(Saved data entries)
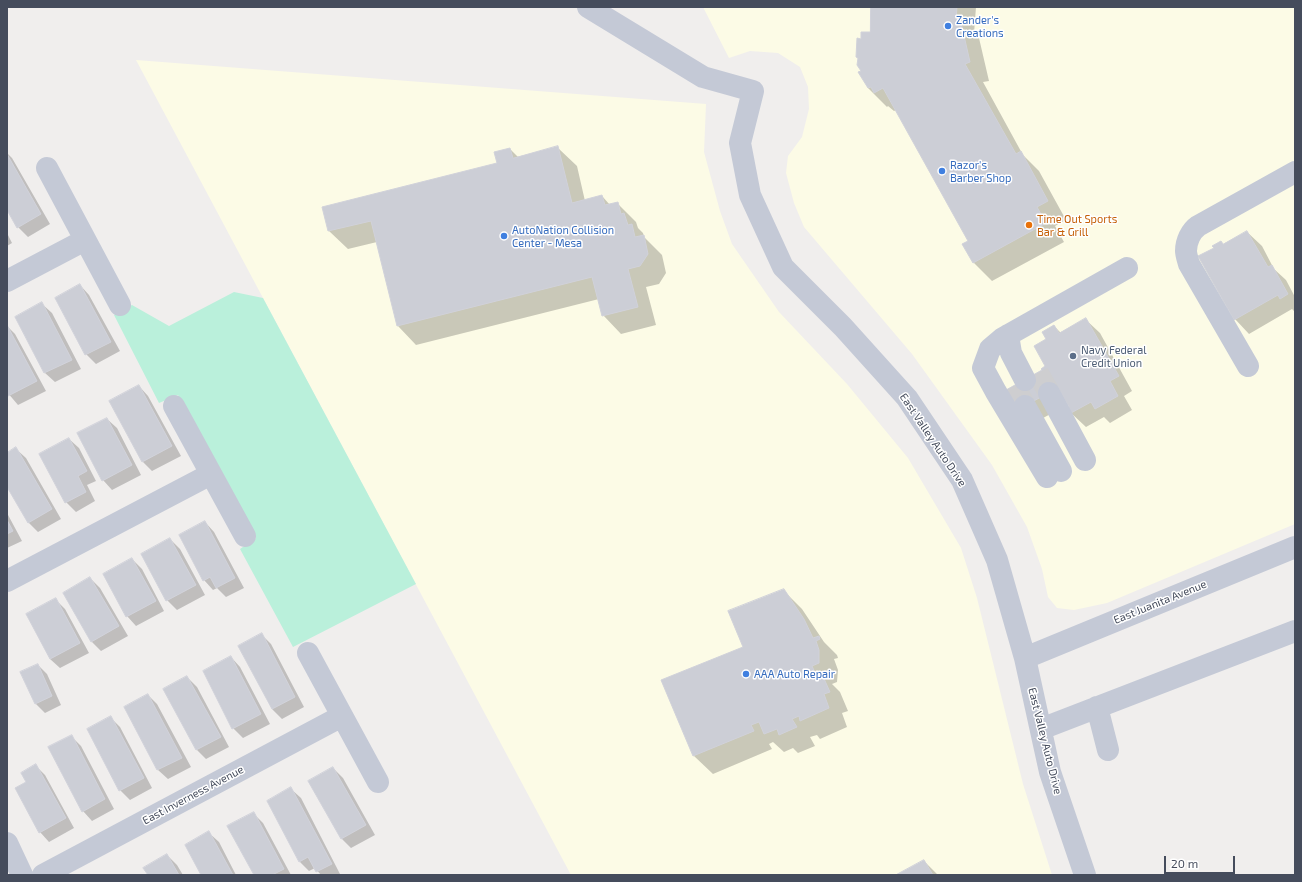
<!DOCTYPE html>
<style>
body{margin:0}
#map{position:relative;width:1302px;height:882px;overflow:hidden;background:#f0eeed;font-family:"Exo 2",sans-serif}
canvas{display:block}
.frame{position:absolute;inset:0;border:8px solid #454c5c;pointer-events:none}
.scale{position:absolute;left:1164px;top:856px;width:71px;height:18px;box-sizing:border-box;border:2px solid #454c5c;border-top:0;padding-left:5px;font-size:12px;line-height:14px;white-space:nowrap;color:#454c5c;-webkit-text-stroke:3px #fff;paint-order:stroke}
</style>
<div id="map">
<canvas width="1302" height="882"></canvas>
<div class="frame"></div>
<div class="scale">20 m</div>
</div>
<script>
const context = document.querySelector('canvas').getContext('2d');
context.lineJoin = 'round';
function fill(path, color) { context.fillStyle = color; context.fill(path, 'evenodd'); }
function trace(path, color, width, dash) { context.strokeStyle = color; context.lineWidth = width; context.lineCap = dash ? 'butt' : 'round'; context.setLineDash(dash || []); context.stroke(path); }
function drawText(font, color, halo, rows, align = 'center') {
  context.font = font + ' "Exo 2",sans-serif'; context.lineWidth = 3; context.setLineDash([]); context.textBaseline = 'middle'; context.strokeStyle = halo; context.fillStyle = color; for (const [text, x, y, turn = 0] of rows) {
    context.save(); context.translate(x, y); context.rotate((+turn || 0) * Math.PI / 180); context.textAlign = isNaN(turn) ? turn : align; if (halo) context.strokeText(text, 0, 0); context.fillText(text, 0, 0); context.restore();
  }
}
const commercial = new Path2D(`
 M703 7H1295V524L1107 603 1074 610 1057 608 1048 597 1042 569 1027 527 992 465 912 354 804 227 794 203 786 173 788 156 802 137 809 109 808 87 800 67 778 53 750 51 729 58Z
 M136 60 706 104 704 152 720 211 732 244 779 312 847 384 908 458 961 548 977 598 1023 784 1052 875H571Z`);
const green = new Path2D(`
 M234 292 263 298 416 584 293 647 240 549 256 538 178 395 159 403 114 315 132 305 169 326Z`);
const shadow = new Path2D(`
 M872 7H976L974 34 979 38 989 81 983 82 1023 155 1039 171 1066 220 1055 226 1064 242 992 281 974 263 963 244 969 241 896 110 894 111 888 106 887 107 868 88 859 60 857 57 861 40 871 33Z
 M558 148 577 166 585 201 602 196 610 205 617 203 636 222 638 228 643 233 644 237 662 255 666 273 659 284 646 287 656 325 621 334 603 315 599 299 416 345 398 326 377 242 348 249 329 231 324 208 498 164 510 149 518 157Z
 M7 153 12 158 50 224 28 237 18 227 7 208Z
 M1247 232 1262 246 1274 269 1286 280 1295 297V312L1292 309 1249 334 1235 319 1224 245Z
 M7 233 12 243 7 246Z
 M80 285 89 295 120 351 96 364 86 354Z
 M42 304 52 313 81 369 55 382 45 373 16 317Z
 M1085 319 1100 333 1132 391 1124 396 1132 410 1110 423 1104 417 1086 427 1071 413 1069 404 1032 424 1018 410 1047 367V339L1054 326 1061 333Z
 M7 326 15 334 46 391 18 405 7 392Z
 M139 386 148 396 181 456 152 471 143 462 110 402Z
 M107 419 117 428 141 475 112 490 103 480Z
 M69 439 79 448 96 481 87 485 95 501 76 512 66 502Z
 M16 449 26 458 61 519 38 532 28 522 7 485V454Z
 M7 513 22 541 7 548Z
 M205 522 214 532 244 588 226 597 217 588 213 590 204 580Z
 M170 539 180 549 205 595 177 610 167 600Z
 M132 559 142 569 164 611 136 626 127 616Z
 M90 578 100 588 128 636 101 651 92 642 64 593Z
 M783 590 802 609 824 642 837 655 838 658 834 659 838 670 837 682 832 684 840 692 848 711 842 713 847 727 820 739 817 735 810 737 815 746 798 753 793 748 784 752 773 742 769 744 772 749 713 774 694 756 662 681 744 648Z
 M55 599 65 609 89 653 60 668 50 659 27 615Z
 M262 635 271 644 304 707 282 719 272 709 239 646Z
 M231 657 240 667 270 724 243 738 233 728Z
 M38 665 47 674 61 705 45 713 35 703Z
 M187 677 197 687 229 747 206 759 197 750Z
 M148 695 157 704 191 767 168 779 158 770 125 707Z
 M110 717 120 727 152 788 130 800 120 790Z
 M71 736 81 746 114 809 92 821 83 811Z
 M36 766 45 775 74 828 49 842 40 832 28 783Z
 M333 768 343 778 375 835 351 848 342 839 309 782Z
 M291 789 301 798 340 874 338 875H321L315 868 309 871 300 862Z
 M253 813 263 823 291 875H255Z
 M209 833 219 842 236 875H202Z
 M167 855 177 865 183 875H149Z
 M924 861 938 875H898Z`);
const building = new Path2D(`
 M871 7H957L956 19 960 18 970 62 965 64 1016 154 1021 151 1048 201 1037 207 1046 223 973 263 962 244 968 241 883 88 874 93 871 87 868 88 858 72 861 71 857 65 858 58 856 57 857 38 861 39V32H870Z
 M558 146 572 203 602 195 605 205 618 202 621 214 624 213 628 225 632 224 635 237 644 235 648 254 640 266 628 269 638 307 602 316 592 277 397 326 371 221 328 231 322 207 497 163 494 152 510 148 513 158Z
 M7 154 41 214 17 228 7 210Z
 M1247 231 1268 267 1272 265 1288 294 1280 299 1278 295 1234 320 1198 256 1214 248 1212 246 1221 241 1223 244Z
 M80 284 111 342 85 355 55 298Z
 M42 302 72 360 44 373 15 317Z
 M1086 318 1119 376 1110 381 1118 396 1095 409 1091 402 1071 413 1067 408 1069 407 1059 389 1054 390 1017 410 1006 390 1042 370 1041 369 1045 366 1034 346 1046 339 1042 332 1054 325 1059 333Z
 M7 325 37 381 8 396 7 394Z
 M139 385 172 446 142 462 109 401Z
 M107 418 132 465 102 481 77 433Z
 M69 438 87 471 78 476 86 492 65 503 39 454Z
 M16 447 52 509 28 523 7 487V453Z
 M7 520 13 531 7 534Z
 M205 521 235 578 216 588 210 577 203 581 179 535Z
 M170 538 196 585 166 601 141 554Z
 M132 558 156 601 126 617 103 574Z
 M90 577 119 626 91 642 63 593Z
 M784 589 804 619 813 638 819 636 820 639 816 641 819 650V663L812 666 816 675 821 672 830 692 824 694 829 708 800 721 799 716 792 719 797 727 779 735 777 729 764 734 759 722 751 725 754 731 693 756 661 680 743 647 728 611Z
 M56 598 80 643 50 659 26 614Z
 M262 633 295 697 272 709 238 646Z
 M231 656 261 714 232 729 203 671Z
 M38 664 52 696 35 704 20 672Z
 M187 676 221 737 196 750 163 689Z
 M148 694 182 758 157 770 124 707Z
 M111 716 144 778 119 791 87 729Z
 M72 735 105 799 82 812 48 747Z
 M36 764 66 818 39 833 15 788 26 782 21 773Z
 M333 767 366 825 341 839 308 781Z
 M291 787 332 864 316 872 308 857 299 862 267 801Z
 M254 812 284 869 272 875H254L227 826Z
 M209 831 233 875H201L185 845Z
 M167 854 179 875H148L143 868Z
 M924 860 933 875H896Z`);
const minorTunnel = new Path2D(`
 M1038 373 1049 393
 M1014 386 1025 406`);
const minor = new Path2D(`
 M588 7 703 77 753 91 740 143 750 195 783 267 843 327 907 398 962 480 997 560 1025 658 1050 772 1085 875
 M47 168 120 305
 M7 281 85 240
 M1008 335 1011 353 1025 380
 M1248 366 1189 264C1188 260 1186 255 1186 251 1186 241 1191 231 1198 226L1295 172
 M1049 393 1085 460
 M174 406 245 536
 M1025 406 1061 471
 M1047 477 996 392 983 368 990 349 1003 338 1127 268
 M7 581 211 474
 M308 653 378 782
 M1025 658 1295 547
 M1097 707 1108 750
 M1041 729 1295 631
 M7 843 22 875
 M43 875 342 716`);
const markers = [
 [948,26,4,"#3f7fe0"],
 [942,171,4,"#3f7fe0"],
 [1029,225,4,"#e8710a"],
 [504,236,4,"#3f7fe0"],
 [1073,356,4,"#5c6f8a"],
 [746,674,4,"#3f7fe0"]
];
const shopNames = [
 ["Zander's",956,20],
 ["Creations",956,33],
 ["Razor's",950,165],
 ["Barber Shop",950,178],
 ["AutoNation Collision",512,230],
 ["Center - Mesa",512,243],
 ["AAA Auto Repair",754,674]
];
const foodNames = [
 ["Time Out Sports",1037,219],
 ["Bar & Grill",1037,232]
];
const serviceNames = [
 ["Navy Federal",1081,350],
 ["Credit Union",1081,363]
];
const streetNames = [
 ["East Valley Auto Drive",933,440,56],
 ["East Juanita Avenue",1160,602,-22],
 ["East Valley Auto Drive",1045,741,76],
 ["East Inverness Avenue",193,795,-28]
];
fill(commercial, '#fcfbe6');
fill(green, '#baf0db');
fill(shadow, '#0003');
fill(building, '#ccced6');
trace(building, '#d1d2da', 1);
trace(minorTunnel, '#ceced0', 22, [22, 11]);
trace(minor, '#c4c9d6', 22);
for (const [x, y, r, color] of markers) { const dot = new Path2D(); dot.arc(x, y, r, 0, 2 * Math.PI); context.fillStyle = color; context.fill(dot); trace(dot, '#fff', 1.5); }
drawText('11px', '#366cbe', '#fff', shopNames, 'left');
drawText('11px', '#c56008', '#fff', foodNames, 'left');
drawText('11px', '#4e5e75', '#fff', serviceNames, 'left');
drawText('11px', '#454c5c', '#fff', streetNames);
</script>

▶ [AIM OF THE TASK]
Copy out, exactly and alone, the lines of the entries above between the ones holding "M148 694 182 758 157 770 124 707Z" and "fill(building, '#ccced6');", inclusive.

▶ [OUTPUT OF THE TASK]
 M148 694 182 758 157 770 124 707Z
 M111 716 144 778 119 791 87 729Z
 M72 735 105 799 82 812 48 747Z
 M36 764 66 818 39 833 15 788 26 782 21 773Z
 M333 767 366 825 341 839 308 781Z
 M291 787 332 864 316 872 308 857 299 862 267 801Z
 M254 812 284 869 272 875H254L227 826Z
 M209 831 233 875H201L185 845Z
 M167 854 179 875H148L143 868Z
 M924 860 933 875H896Z`);
const minorTunnel = new Path2D(`
 M1038 373 1049 393
 M1014 386 1025 406`);
const minor = new Path2D(`
 M588 7 703 77 753 91 740 143 750 195 783 267 843 327 907 398 962 480 997 560 1025 658 1050 772 1085 875
 M47 168 120 305
 M7 281 85 240
 M1008 335 1011 353 1025 380
 M1248 366 1189 264C1188 260 1186 255 1186 251 1186 241 1191 231 1198 226L1295 172
 M1049 393 1085 460
 M174 406 245 536
 M1025 406 1061 471
 M1047 477 996 392 983 368 990 349 1003 338 1127 268
 M7 581 211 474
 M308 653 378 782
 M1025 658 1295 547
 M1097 707 1108 750
 M1041 729 1295 631
 M7 843 22 875
 M43 875 342 716`);
const markers = [
 [948,26,4,"#3f7fe0"],
 [942,171,4,"#3f7fe0"],
 [1029,225,4,"#e8710a"],
 [504,236,4,"#3f7fe0"],
 [1073,356,4,"#5c6f8a"],
 [746,674,4,"#3f7fe0"]
];
const shopNames = [
 ["Zander's",956,20],
 ["Creations",956,33],
 ["Razor's",950,165],
 ["Barber Shop",950,178],
 ["AutoNation Collision",512,230],
 ["Center - Mesa",512,243],
 ["AAA Auto Repair",754,674]
];
const foodNames = [
 ["Time Out Sports",1037,219],
 ["Bar & Grill",1037,232]
];
const serviceNames = [
 ["Navy Federal",1081,350],
 ["Credit Union",1081,363]
];
const streetNames = [
 ["East Valley Auto Drive",933,440,56],
 ["East Juanita Avenue",1160,602,-22],
 ["East Valley Auto Drive",1045,741,76],
 ["East Inverness Avenue",193,795,-28]
];
fill(commercial, '#fcfbe6');
fill(green, '#baf0db');
fill(shadow, '#0003');
fill(building, '#ccced6');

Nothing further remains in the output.